Every entry must be set down exactly in the answer; no pictures should appear.
----
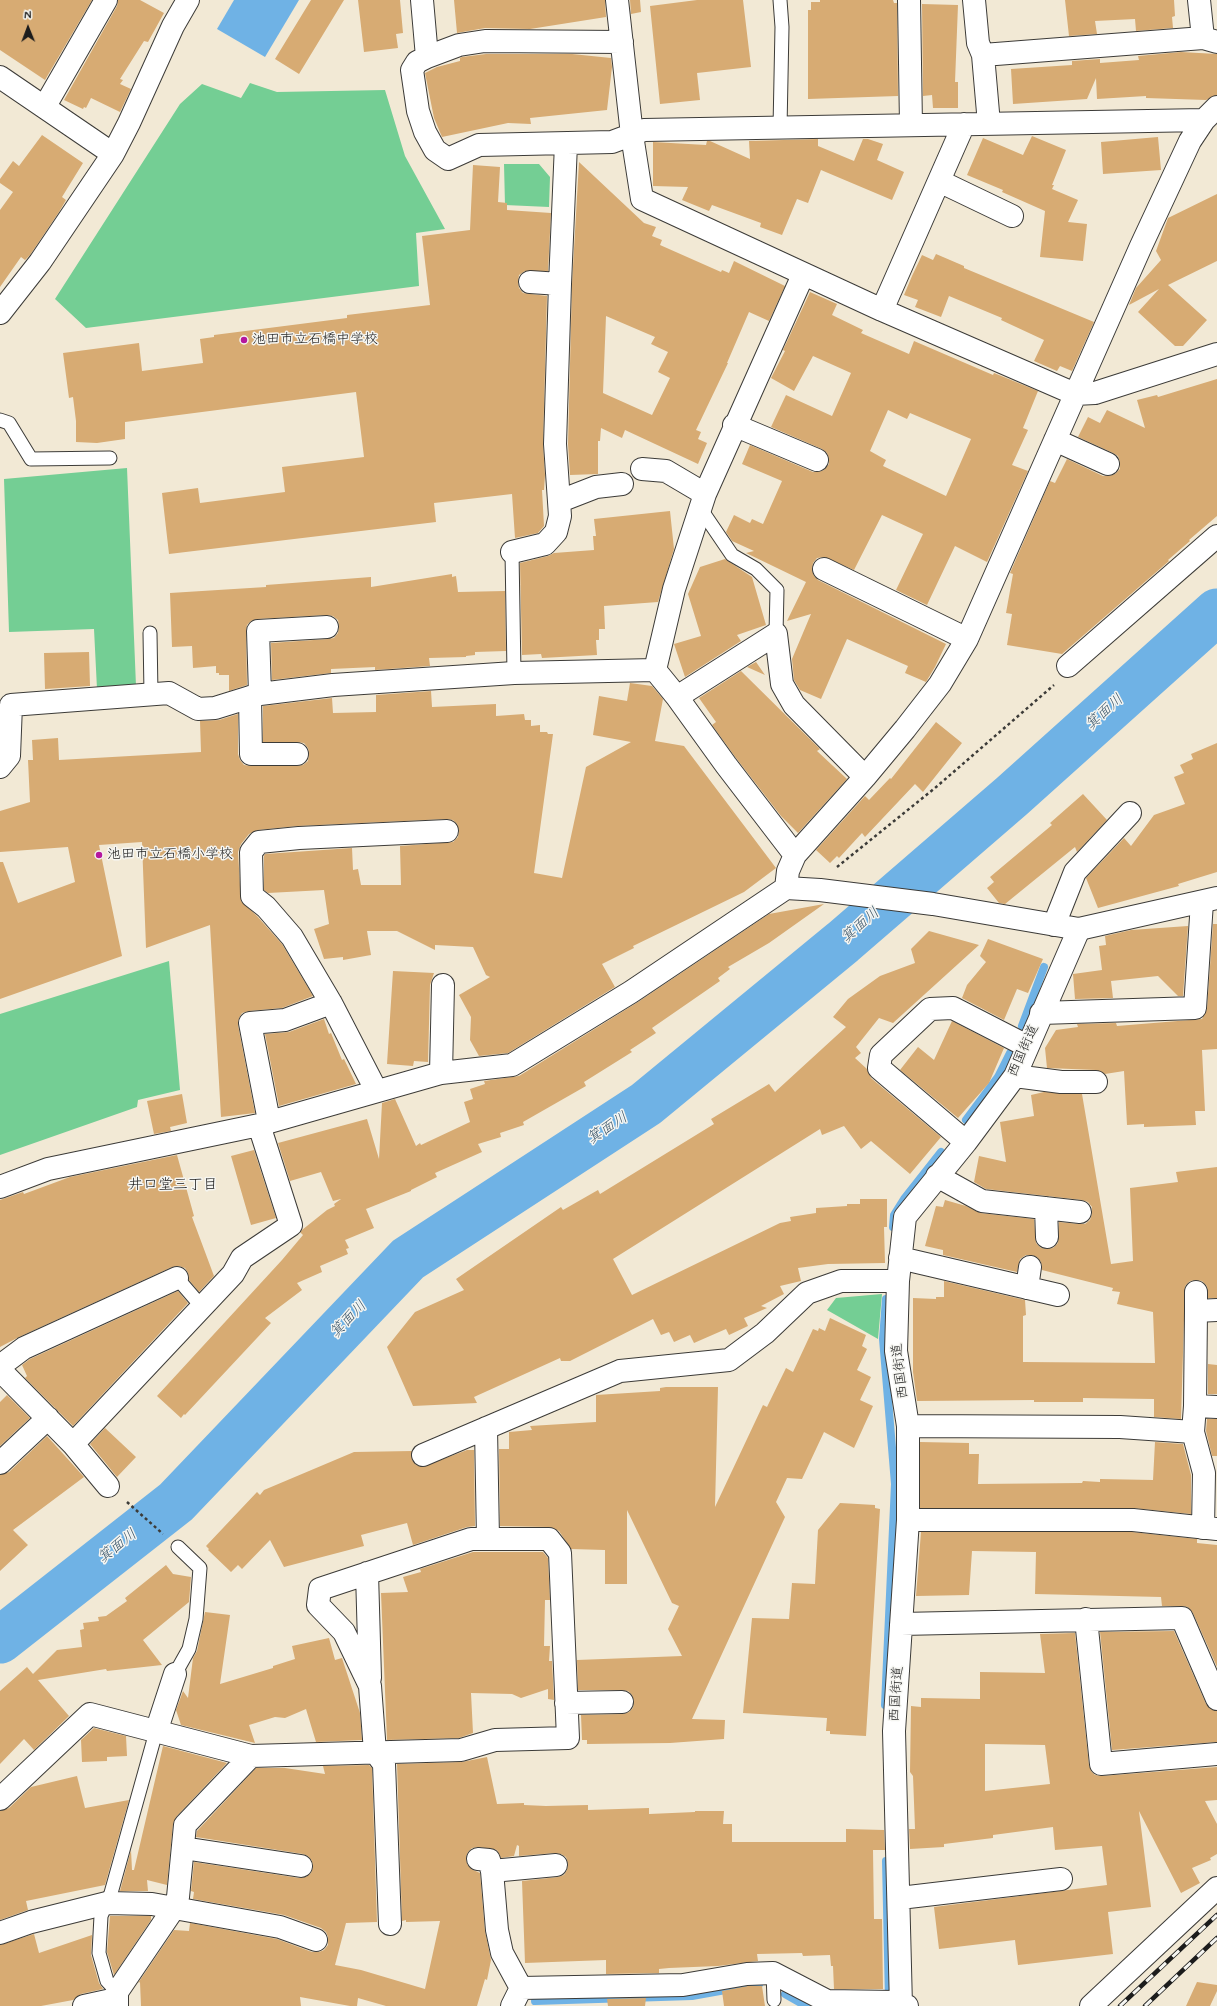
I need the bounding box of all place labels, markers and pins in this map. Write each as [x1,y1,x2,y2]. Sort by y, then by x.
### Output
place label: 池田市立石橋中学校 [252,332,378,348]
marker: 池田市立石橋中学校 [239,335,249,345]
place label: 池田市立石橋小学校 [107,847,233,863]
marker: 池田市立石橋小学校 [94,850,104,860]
----
• THE COMPLETED TASK
I need the bounding box of all place labels, markers and pins in this map. Write each as [x1,y1,x2,y2]. Sort by y, then by x.
### Output
place label: 池田市立石橋中学校 [252,332,378,348]
marker: 池田市立石橋中学校 [239,335,249,345]
place label: 池田市立石橋小学校 [107,847,233,863]
marker: 池田市立石橋小学校 [94,850,104,860]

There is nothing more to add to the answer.